Reports on the ADI Team Congress 2011
Thursday 14 - Friday 15 April
Manchester Central Convention Complex
Petersfield, Manchester M2 3GX
The role of the dental hygienist in implant treatment
Speaker: Anita Daniels
Reported by Nicola McPherson
It is interesting to know that 65% of all disease in the body is a result of an imbalance in the biofilm. This is significant in the case of the implant patient, as studies demonstrate that periodontal bacteria can seed in implant sites, risking bone and tissue damage.
There are two forms in which dental disease can present associated with the implant patient. Peri-implant mucositis, like gingivitis in the natural dentition, is reversible through periodontal therapy and good home care. Peri-implantitis on the other hand, is more like periodontitis, as it involves bone and / or attachment loss around the implant site.
We learned that the earlier types of implant had a "hydroxyapatite" coating which was prone to breaking down and leaving a roughened surface on the implant. This may give rise to the above-mentioned conditions due to inability to keep the area clean.
It is of the utmost importance in the implant patient to see the hygienist regularly, as with an implant, there is no periodontal ligament there to act as a shock absorber. This means that bone loss can occur due to traumatic occlusion. Furthermore, peri-implantitis occurs commonly with poor oral hygiene and lack of maintenance visits - hence the importance of hygienist treatment.

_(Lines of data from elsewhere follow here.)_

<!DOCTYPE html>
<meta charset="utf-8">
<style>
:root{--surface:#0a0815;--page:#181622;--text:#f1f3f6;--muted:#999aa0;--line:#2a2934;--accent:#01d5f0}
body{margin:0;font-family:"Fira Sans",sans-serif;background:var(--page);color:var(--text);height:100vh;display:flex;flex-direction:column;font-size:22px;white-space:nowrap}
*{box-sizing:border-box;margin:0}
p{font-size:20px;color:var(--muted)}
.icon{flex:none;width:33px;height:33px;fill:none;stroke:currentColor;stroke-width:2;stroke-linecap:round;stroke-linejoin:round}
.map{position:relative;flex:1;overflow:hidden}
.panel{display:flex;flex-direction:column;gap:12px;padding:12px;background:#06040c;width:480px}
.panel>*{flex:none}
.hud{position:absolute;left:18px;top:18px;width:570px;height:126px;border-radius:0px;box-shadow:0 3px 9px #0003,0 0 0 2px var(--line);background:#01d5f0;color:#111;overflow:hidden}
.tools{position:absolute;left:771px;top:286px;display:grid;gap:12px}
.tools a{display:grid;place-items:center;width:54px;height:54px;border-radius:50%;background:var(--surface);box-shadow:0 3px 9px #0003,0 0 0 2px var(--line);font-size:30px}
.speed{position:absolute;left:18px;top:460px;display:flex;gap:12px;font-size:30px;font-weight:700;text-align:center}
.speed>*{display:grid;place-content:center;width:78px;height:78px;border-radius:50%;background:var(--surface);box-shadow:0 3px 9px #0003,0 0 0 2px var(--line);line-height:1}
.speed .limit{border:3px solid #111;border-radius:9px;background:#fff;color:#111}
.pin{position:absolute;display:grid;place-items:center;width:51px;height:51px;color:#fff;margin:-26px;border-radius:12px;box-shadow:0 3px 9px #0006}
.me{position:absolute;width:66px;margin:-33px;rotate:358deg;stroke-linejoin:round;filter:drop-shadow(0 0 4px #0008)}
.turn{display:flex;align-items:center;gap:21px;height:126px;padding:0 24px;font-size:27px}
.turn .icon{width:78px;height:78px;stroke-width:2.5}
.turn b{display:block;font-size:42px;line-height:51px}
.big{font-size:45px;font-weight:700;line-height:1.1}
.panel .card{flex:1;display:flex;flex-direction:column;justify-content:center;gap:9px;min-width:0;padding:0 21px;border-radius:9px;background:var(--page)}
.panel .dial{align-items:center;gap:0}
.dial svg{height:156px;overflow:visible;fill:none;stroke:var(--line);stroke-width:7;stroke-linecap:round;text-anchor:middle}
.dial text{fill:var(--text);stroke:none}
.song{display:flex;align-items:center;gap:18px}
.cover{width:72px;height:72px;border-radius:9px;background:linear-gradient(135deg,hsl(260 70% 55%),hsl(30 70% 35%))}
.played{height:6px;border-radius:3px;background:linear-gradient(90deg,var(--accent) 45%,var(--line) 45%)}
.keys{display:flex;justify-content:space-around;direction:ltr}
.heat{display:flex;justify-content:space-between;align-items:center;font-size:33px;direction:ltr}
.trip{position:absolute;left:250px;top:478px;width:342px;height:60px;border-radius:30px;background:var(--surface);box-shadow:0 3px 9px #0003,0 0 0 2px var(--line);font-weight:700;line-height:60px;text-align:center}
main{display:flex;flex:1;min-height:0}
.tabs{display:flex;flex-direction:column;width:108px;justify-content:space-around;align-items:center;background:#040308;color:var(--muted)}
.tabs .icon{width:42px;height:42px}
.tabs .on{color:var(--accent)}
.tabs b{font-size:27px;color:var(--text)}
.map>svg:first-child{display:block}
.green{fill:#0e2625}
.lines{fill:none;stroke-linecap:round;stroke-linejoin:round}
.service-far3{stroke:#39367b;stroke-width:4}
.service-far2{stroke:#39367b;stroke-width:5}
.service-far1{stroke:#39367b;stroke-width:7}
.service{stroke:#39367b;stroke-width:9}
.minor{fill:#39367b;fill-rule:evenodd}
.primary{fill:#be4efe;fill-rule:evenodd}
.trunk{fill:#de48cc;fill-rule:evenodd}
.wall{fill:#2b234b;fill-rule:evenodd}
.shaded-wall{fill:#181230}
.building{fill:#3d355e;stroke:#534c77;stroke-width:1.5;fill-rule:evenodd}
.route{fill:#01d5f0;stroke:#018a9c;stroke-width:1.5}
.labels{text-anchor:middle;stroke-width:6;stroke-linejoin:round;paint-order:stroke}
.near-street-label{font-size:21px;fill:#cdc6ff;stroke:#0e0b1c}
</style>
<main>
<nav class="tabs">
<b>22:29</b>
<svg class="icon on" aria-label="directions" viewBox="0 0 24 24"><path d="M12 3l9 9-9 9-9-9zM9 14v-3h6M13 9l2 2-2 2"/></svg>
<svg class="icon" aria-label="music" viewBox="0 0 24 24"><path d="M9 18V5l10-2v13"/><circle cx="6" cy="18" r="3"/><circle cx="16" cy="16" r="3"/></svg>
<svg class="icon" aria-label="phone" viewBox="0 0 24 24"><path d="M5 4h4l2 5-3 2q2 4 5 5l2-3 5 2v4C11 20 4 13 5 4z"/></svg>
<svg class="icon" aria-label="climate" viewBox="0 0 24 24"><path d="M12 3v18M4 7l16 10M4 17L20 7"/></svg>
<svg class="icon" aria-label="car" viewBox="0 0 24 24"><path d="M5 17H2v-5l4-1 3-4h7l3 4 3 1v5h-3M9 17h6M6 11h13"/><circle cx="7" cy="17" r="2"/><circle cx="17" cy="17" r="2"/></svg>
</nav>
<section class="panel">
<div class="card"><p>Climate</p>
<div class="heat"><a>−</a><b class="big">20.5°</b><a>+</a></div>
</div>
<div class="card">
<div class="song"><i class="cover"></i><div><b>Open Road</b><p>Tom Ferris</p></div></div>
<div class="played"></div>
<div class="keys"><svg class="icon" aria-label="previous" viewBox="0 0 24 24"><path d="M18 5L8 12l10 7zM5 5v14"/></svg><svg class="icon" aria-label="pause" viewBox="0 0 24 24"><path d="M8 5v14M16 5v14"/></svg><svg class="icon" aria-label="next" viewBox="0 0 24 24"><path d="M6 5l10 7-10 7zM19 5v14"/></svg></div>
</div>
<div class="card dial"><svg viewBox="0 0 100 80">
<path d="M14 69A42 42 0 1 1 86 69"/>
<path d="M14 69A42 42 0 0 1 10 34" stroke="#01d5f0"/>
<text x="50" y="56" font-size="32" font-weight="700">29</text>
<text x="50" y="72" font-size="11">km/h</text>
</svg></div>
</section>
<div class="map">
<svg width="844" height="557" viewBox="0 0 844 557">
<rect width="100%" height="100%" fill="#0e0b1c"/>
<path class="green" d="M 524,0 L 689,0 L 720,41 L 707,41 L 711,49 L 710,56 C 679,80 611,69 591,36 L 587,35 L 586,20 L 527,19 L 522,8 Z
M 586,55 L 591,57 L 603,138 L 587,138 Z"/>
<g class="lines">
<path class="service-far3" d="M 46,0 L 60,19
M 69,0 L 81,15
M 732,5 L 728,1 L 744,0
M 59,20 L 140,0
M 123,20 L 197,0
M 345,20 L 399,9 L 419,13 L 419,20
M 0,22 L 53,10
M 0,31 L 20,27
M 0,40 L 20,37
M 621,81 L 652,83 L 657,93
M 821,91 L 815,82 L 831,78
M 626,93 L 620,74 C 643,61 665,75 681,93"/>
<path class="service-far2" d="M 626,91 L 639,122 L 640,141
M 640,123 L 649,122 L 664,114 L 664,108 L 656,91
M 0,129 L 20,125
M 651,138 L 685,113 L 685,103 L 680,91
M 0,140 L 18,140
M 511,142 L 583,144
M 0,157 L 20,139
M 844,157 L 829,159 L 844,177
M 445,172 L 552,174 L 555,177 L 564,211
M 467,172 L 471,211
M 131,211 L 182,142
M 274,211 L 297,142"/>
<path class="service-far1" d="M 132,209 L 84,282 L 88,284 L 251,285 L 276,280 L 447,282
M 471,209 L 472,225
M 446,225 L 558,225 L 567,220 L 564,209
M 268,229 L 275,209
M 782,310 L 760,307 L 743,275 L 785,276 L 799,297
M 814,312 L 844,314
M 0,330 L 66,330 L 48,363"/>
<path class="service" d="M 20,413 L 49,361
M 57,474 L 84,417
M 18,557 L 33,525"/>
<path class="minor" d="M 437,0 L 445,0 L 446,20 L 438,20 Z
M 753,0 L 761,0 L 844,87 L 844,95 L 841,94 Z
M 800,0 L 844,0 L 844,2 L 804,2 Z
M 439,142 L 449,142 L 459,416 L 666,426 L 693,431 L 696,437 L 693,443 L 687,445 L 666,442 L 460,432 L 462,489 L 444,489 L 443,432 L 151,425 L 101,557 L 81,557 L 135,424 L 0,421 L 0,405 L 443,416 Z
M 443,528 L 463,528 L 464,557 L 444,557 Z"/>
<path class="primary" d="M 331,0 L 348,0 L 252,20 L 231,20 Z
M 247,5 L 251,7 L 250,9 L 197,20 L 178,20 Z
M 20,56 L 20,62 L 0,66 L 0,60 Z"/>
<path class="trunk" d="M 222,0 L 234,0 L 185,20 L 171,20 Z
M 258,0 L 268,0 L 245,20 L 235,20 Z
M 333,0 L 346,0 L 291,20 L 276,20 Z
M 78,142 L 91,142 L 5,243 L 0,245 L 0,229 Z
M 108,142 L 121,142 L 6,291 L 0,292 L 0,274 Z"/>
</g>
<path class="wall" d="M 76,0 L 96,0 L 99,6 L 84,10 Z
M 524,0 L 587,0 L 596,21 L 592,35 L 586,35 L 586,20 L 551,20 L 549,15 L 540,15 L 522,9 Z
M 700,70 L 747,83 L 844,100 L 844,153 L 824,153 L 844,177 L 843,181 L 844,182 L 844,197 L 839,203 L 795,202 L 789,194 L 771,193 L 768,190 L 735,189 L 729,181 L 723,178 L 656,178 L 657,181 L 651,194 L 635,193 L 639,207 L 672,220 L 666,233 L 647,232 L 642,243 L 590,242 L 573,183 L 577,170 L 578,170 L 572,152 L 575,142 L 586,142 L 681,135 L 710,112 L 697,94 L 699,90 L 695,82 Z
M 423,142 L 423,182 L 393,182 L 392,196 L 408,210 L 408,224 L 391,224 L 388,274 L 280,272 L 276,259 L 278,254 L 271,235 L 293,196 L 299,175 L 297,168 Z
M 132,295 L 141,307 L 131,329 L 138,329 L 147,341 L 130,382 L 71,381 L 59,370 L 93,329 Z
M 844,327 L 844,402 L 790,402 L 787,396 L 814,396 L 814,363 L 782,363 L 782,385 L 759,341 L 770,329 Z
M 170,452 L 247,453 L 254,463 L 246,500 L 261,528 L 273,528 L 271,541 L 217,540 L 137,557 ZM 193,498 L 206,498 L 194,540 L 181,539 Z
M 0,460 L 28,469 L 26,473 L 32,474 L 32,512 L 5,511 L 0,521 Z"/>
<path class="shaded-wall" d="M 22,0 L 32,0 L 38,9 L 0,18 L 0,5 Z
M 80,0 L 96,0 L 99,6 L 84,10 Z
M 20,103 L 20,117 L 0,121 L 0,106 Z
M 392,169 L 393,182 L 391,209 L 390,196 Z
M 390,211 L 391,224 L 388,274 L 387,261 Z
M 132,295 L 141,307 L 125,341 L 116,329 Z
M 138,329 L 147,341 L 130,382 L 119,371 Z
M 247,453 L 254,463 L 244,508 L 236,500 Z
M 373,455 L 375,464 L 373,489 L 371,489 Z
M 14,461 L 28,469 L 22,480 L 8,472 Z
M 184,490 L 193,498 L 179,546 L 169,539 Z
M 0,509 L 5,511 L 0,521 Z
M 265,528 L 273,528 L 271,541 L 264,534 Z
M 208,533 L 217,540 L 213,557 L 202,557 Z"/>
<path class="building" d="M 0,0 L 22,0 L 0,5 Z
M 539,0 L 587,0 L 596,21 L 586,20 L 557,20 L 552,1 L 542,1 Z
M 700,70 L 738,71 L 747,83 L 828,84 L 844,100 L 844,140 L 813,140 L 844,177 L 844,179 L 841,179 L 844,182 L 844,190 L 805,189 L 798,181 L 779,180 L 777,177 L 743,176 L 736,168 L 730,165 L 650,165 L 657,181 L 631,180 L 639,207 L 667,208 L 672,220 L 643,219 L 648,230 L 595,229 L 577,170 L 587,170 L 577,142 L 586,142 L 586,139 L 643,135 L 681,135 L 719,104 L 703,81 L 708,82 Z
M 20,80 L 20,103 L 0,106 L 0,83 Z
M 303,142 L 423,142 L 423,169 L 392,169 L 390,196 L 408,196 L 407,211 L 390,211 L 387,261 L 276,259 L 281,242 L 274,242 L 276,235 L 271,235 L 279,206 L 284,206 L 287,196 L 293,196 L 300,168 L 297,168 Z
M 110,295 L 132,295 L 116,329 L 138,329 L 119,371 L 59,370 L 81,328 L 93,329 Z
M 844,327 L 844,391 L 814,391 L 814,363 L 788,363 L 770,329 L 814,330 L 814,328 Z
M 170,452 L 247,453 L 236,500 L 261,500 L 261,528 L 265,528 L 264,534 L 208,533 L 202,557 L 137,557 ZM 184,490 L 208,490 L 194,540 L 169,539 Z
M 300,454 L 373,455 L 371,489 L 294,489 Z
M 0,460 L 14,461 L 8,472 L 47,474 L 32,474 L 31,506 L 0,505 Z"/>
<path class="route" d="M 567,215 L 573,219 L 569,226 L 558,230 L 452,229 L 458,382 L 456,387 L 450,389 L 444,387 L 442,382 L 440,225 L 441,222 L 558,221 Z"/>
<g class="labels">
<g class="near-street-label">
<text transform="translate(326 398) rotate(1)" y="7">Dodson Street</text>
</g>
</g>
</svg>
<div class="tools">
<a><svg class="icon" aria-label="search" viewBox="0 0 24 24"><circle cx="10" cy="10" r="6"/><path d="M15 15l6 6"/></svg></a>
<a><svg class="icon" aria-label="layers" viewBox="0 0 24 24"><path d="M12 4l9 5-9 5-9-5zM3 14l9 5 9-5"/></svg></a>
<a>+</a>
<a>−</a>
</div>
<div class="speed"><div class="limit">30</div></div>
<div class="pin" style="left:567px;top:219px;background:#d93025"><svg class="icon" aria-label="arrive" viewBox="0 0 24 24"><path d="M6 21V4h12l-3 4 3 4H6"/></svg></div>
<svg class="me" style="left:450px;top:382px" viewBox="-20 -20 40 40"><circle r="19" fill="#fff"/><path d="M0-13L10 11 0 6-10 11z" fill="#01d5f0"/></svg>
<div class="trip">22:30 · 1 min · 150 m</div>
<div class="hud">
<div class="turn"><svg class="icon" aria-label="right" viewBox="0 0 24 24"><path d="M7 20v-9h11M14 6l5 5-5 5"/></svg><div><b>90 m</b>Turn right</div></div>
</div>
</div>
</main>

The role of the hygienist during the maintenance phase of treatment is to monitor the health of the tissues and identify any potential for peri-implant mucositis and peri-implantitis. We do this by superficially scaling and probing, usually with plastic instruments and selectively polishing with a non-abrasive paste. The patient's oral hygiene status is reviewed at each appointment. Radiographs are a good indicator of bone loss, more so than probing which is controversial due to the risk of damaging any attachment that may be present.
Recall maintenance (or "recare", as described by Anita) appointments are tailored to the needs of each individual and at these visits, appropriate oral hygiene advice can be given and an assessment made as to what recall interval is best for the patient.